After increased scrutiny by GST authorities, steel companies that use scrap metal as input have suggested removal of tax on the sale of the raw material between dealers and imposition of the levy on its sale to manufacturers under reverse charge mechanism.
The All India Induction Furnaces Association, which represents 35 percent of the country's steel production capacity, has petitioned the finance ministry on the rampant action by intelligence bodies and the need for correcting the tax framework.
The representation follows the rise in instances of GST authorities unearthing fraudulent input tax credits. An industry executive said that despite taking all precautions – such as matching of invoices with details in the form GSTR-2A, actual receipt of goods, and possession of tax invoice – the credits claimed by the manufacturers have been disputed by the field formations.
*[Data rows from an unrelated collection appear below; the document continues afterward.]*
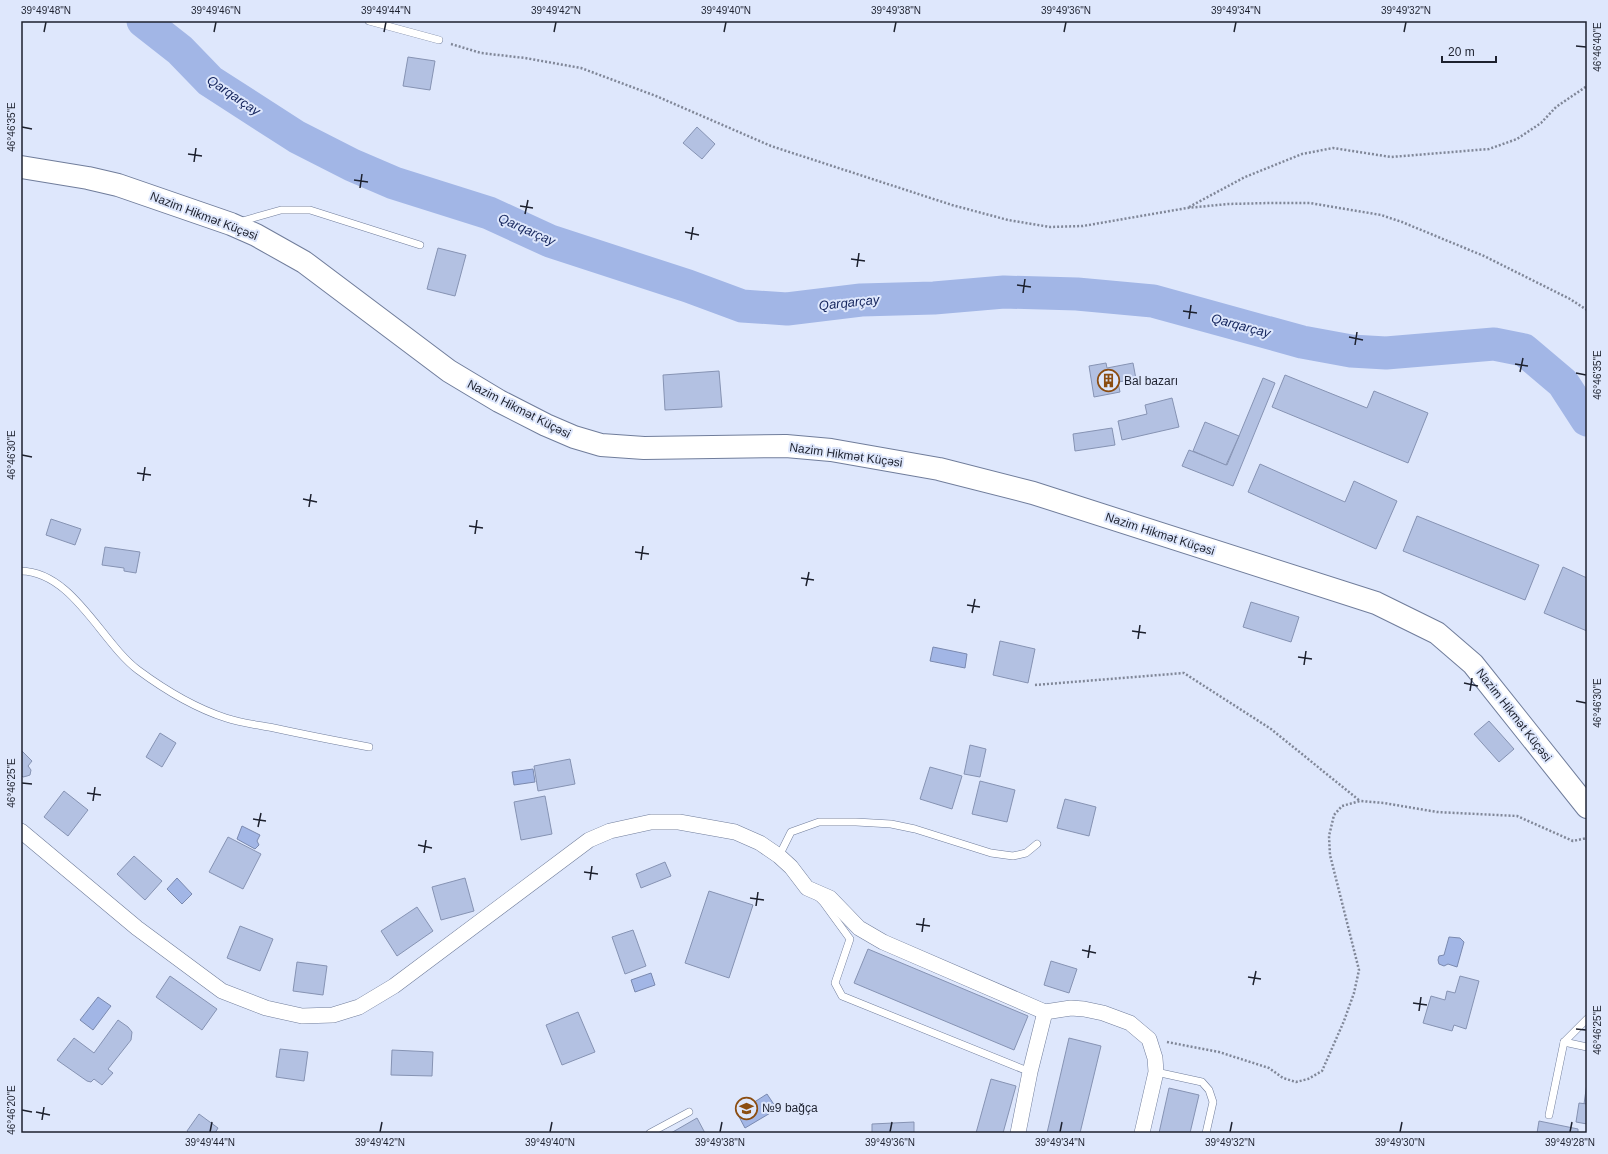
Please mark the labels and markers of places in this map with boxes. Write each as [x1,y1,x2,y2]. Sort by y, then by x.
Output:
building icon: Bal bazarı [1096,368,1122,394]
place label: Bal bazarı [1124,374,1178,388]
school or university icon: №9 bağça [733,1095,759,1121]
place label: №9 bağça [762,1101,818,1115]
Also, in multiple cases, field formations have instructed manufacturers to not receive goods from suspicious dealers, which the industry says is leading to significant disruption in steel manufacturers' supply chain and production plans.
One of the options suggested by the association in a representation includes exempting the sale of metal scrap between scrap dealers and imposition of tax under reverse charge mechanism on sales to manufacturers, who can pay GST and claim the input tax credit.
“The rationale behind this option is that all metal scrap eventually ends up with manufactures only (since there is no alternate usage of scrap), and, therefore, GST liability can be fastened on these manufacturers,” said another industry executive.
The industry body has also suggested rationalizing the GST rate on metal scrap to 5 percent from the existing 18 percent.